RECORDS FOR PROCESSING ▸

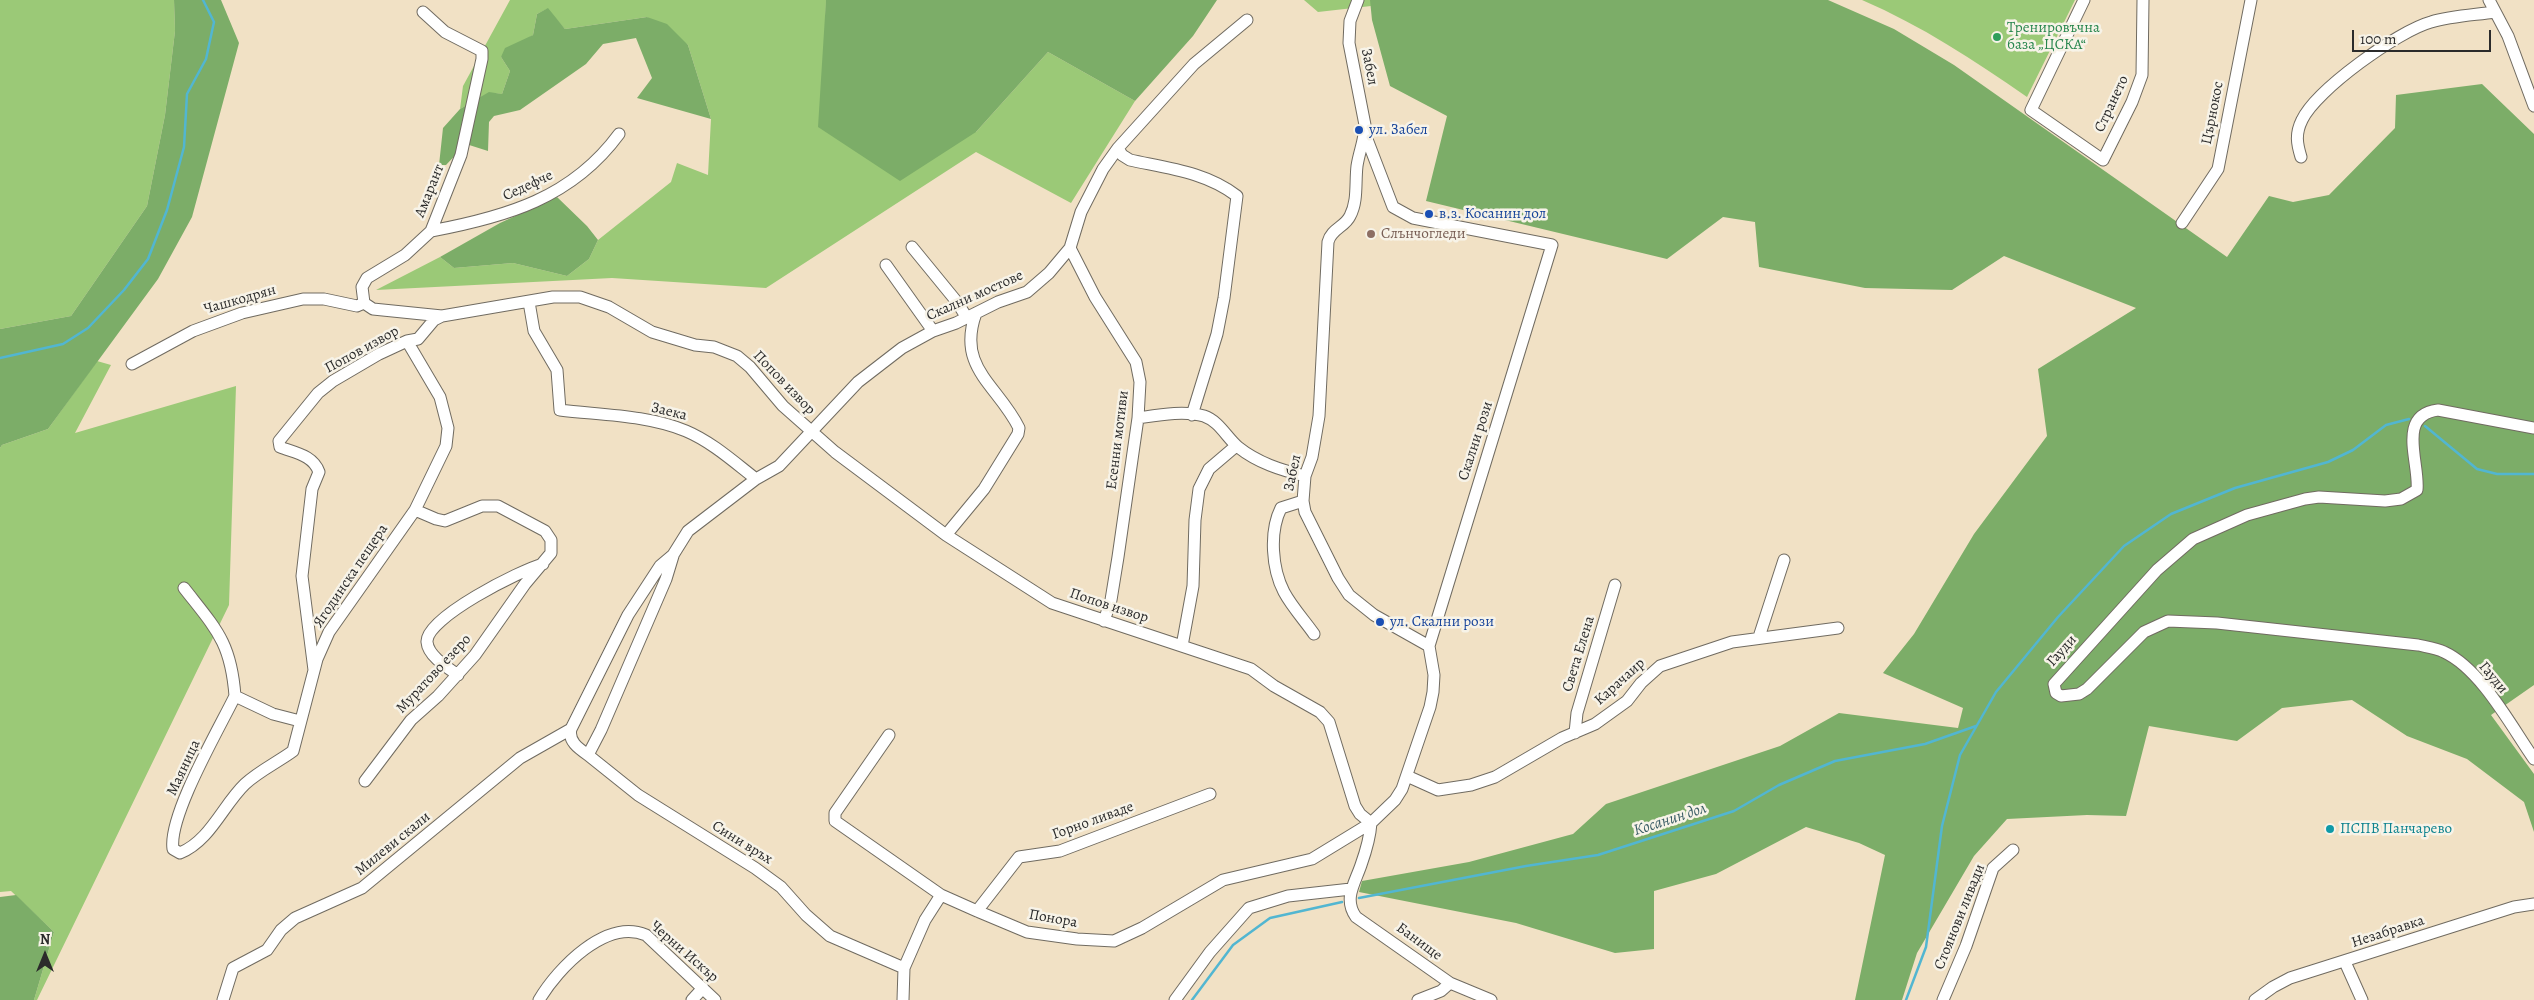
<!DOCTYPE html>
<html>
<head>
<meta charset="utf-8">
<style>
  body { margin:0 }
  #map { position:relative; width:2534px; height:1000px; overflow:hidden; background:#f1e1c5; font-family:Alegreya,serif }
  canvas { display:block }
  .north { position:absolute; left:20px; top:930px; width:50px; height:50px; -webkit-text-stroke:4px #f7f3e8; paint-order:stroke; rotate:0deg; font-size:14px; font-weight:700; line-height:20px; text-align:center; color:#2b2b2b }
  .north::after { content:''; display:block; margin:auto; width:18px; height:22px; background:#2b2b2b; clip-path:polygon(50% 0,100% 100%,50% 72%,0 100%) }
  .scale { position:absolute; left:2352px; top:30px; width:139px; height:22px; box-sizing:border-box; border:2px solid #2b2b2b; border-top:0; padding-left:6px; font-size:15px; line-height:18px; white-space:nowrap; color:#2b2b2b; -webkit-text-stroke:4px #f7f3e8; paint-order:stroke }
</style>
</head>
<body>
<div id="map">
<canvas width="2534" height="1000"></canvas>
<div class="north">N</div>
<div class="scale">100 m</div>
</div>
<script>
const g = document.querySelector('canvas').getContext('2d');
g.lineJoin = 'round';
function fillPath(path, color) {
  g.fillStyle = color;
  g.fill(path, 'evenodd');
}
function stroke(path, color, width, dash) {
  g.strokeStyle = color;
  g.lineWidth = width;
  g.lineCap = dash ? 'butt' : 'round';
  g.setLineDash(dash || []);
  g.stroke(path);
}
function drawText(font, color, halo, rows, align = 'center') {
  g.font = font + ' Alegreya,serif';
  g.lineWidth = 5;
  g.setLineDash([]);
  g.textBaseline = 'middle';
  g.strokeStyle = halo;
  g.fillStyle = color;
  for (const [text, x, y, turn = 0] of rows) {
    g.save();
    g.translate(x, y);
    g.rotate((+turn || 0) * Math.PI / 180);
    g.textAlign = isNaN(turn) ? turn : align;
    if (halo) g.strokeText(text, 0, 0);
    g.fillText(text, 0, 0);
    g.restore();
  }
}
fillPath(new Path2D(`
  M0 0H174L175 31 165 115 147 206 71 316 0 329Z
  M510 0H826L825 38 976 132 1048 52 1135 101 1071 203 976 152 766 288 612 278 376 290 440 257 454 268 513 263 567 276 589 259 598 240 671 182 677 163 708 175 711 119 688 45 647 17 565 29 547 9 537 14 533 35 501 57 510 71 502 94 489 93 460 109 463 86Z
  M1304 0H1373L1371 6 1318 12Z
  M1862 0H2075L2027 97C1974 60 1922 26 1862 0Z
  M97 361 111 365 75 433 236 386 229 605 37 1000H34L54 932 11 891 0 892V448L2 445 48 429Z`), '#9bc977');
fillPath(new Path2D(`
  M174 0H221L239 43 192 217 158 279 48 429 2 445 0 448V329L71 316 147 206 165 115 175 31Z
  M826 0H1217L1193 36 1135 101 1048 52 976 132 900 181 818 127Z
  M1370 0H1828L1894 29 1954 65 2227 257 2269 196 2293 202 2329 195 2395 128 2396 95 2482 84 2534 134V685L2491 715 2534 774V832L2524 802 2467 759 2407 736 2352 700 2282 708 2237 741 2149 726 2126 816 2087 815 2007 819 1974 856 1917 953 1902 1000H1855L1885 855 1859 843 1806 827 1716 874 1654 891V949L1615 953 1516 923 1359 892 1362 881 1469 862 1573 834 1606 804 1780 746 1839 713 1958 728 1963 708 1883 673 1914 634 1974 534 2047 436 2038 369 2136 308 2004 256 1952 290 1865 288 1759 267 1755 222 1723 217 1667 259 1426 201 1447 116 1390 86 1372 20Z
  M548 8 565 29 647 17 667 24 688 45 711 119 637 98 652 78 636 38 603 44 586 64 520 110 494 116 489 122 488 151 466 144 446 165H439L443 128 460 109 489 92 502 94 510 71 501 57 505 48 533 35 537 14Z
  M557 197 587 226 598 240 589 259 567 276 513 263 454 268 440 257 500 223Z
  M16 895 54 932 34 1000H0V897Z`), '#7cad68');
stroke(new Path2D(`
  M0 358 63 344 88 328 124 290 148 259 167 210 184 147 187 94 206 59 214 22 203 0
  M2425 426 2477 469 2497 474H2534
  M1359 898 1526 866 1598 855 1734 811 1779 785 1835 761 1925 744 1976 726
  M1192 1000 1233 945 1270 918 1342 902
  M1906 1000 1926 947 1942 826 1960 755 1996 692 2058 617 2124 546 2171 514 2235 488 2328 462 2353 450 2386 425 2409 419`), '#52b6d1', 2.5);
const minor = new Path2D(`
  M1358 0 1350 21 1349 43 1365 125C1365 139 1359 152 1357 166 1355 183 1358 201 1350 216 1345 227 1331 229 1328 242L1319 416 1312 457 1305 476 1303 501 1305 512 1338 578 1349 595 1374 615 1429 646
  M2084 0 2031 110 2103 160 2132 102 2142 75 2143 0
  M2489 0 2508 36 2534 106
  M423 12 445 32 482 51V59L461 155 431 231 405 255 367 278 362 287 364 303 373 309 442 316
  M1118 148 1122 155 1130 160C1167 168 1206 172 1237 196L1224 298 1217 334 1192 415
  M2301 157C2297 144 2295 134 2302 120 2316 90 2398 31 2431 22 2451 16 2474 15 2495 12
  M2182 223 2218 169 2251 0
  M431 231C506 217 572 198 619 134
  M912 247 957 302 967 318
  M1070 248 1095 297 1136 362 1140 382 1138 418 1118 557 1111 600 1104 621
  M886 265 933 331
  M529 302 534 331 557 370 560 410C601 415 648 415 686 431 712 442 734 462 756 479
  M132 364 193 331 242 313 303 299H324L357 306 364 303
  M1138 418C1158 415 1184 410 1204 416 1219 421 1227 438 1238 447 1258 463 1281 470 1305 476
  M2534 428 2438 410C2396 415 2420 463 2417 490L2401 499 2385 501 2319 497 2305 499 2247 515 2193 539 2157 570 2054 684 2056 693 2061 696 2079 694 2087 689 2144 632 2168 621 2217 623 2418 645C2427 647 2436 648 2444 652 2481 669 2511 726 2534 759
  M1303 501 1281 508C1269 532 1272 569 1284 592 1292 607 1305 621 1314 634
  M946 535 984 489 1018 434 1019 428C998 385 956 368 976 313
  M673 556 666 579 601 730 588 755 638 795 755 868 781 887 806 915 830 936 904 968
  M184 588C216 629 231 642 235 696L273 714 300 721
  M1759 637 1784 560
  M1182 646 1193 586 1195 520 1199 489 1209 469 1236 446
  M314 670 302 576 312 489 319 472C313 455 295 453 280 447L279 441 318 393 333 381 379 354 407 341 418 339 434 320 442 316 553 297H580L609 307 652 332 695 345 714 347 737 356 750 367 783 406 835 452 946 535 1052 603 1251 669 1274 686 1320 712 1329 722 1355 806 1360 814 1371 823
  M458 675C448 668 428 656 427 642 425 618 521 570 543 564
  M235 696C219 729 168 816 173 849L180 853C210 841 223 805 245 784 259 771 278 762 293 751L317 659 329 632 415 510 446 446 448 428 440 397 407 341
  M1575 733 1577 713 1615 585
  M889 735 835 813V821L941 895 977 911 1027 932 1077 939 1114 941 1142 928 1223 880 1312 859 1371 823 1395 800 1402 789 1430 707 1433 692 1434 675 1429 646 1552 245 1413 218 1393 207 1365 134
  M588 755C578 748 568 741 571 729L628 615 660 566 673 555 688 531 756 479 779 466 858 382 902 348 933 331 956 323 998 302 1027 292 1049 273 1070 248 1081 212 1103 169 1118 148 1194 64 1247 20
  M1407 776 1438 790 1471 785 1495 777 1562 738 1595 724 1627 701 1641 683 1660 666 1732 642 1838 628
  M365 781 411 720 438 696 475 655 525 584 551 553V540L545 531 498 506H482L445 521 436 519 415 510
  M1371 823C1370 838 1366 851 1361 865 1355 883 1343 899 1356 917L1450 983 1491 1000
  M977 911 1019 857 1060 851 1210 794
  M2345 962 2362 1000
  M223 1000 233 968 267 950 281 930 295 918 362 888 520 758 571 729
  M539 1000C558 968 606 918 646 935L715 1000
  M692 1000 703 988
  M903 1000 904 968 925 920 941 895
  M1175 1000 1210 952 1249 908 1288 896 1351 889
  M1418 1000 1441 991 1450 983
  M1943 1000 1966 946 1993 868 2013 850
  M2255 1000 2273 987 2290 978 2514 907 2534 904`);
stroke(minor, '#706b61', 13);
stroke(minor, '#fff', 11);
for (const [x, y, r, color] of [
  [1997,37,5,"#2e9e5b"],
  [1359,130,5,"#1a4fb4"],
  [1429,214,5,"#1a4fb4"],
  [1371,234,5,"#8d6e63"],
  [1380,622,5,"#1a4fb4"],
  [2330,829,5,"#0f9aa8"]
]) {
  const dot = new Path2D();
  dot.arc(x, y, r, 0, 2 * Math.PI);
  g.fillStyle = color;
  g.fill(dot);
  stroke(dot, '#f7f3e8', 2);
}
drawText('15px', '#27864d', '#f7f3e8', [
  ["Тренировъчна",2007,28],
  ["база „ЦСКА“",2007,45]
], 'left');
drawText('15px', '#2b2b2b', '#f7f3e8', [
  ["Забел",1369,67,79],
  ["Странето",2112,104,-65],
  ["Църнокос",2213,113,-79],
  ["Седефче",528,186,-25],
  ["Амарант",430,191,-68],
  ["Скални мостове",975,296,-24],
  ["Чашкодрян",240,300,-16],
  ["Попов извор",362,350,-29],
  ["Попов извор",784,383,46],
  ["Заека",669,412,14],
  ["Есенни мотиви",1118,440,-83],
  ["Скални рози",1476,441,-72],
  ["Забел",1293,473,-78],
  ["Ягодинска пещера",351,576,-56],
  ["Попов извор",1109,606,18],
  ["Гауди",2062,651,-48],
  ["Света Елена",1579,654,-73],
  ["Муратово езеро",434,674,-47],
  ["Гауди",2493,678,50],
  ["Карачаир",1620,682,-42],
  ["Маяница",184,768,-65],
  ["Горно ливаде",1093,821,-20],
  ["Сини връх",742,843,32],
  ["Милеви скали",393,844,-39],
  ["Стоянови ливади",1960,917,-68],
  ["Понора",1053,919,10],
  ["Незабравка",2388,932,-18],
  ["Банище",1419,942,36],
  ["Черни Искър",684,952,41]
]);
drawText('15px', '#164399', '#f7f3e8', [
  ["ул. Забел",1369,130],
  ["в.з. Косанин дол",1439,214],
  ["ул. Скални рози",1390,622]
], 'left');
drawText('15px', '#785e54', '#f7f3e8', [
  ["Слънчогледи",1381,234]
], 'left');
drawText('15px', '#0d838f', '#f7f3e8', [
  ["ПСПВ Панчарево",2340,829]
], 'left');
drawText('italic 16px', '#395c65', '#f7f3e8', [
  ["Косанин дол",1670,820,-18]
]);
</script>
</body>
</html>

AIM OF THE EXERCISE ▸ In the material above, locate the line containing "g.rotate((+turn || 0) * Math.PI / 180);" and the line containing "M2425 426 2477 469 2497 474H2534". Transcribe exactly those two lines and every line between them, and nothing more.

RESPONSE BOX ▸
    g.rotate((+turn || 0) * Math.PI / 180);
    g.textAlign = isNaN(turn) ? turn : align;
    if (halo) g.strokeText(text, 0, 0);
    g.fillText(text, 0, 0);
    g.restore();
  }
}
fillPath(new Path2D(`
  M0 0H174L175 31 165 115 147 206 71 316 0 329Z
  M510 0H826L825 38 976 132 1048 52 1135 101 1071 203 976 152 766 288 612 278 376 290 440 257 454 268 513 263 567 276 589 259 598 240 671 182 677 163 708 175 711 119 688 45 647 17 565 29 547 9 537 14 533 35 501 57 510 71 502 94 489 93 460 109 463 86Z
  M1304 0H1373L1371 6 1318 12Z
  M1862 0H2075L2027 97C1974 60 1922 26 1862 0Z
  M97 361 111 365 75 433 236 386 229 605 37 1000H34L54 932 11 891 0 892V448L2 445 48 429Z`), '#9bc977');
fillPath(new Path2D(`
  M174 0H221L239 43 192 217 158 279 48 429 2 445 0 448V329L71 316 147 206 165 115 175 31Z
  M826 0H1217L1193 36 1135 101 1048 52 976 132 900 181 818 127Z
  M1370 0H1828L1894 29 1954 65 2227 257 2269 196 2293 202 2329 195 2395 128 2396 95 2482 84 2534 134V685L2491 715 2534 774V832L2524 802 2467 759 2407 736 2352 700 2282 708 2237 741 2149 726 2126 816 2087 815 2007 819 1974 856 1917 953 1902 1000H1855L1885 855 1859 843 1806 827 1716 874 1654 891V949L1615 953 1516 923 1359 892 1362 881 1469 862 1573 834 1606 804 1780 746 1839 713 1958 728 1963 708 1883 673 1914 634 1974 534 2047 436 2038 369 2136 308 2004 256 1952 290 1865 288 1759 267 1755 222 1723 217 1667 259 1426 201 1447 116 1390 86 1372 20Z
  M548 8 565 29 647 17 667 24 688 45 711 119 637 98 652 78 636 38 603 44 586 64 520 110 494 116 489 122 488 151 466 144 446 165H439L443 128 460 109 489 92 502 94 510 71 501 57 505 48 533 35 537 14Z
  M557 197 587 226 598 240 589 259 567 276 513 263 454 268 440 257 500 223Z
  M16 895 54 932 34 1000H0V897Z`), '#7cad68');
stroke(new Path2D(`
  M0 358 63 344 88 328 124 290 148 259 167 210 184 147 187 94 206 59 214 22 203 0
  M2425 426 2477 469 2497 474H2534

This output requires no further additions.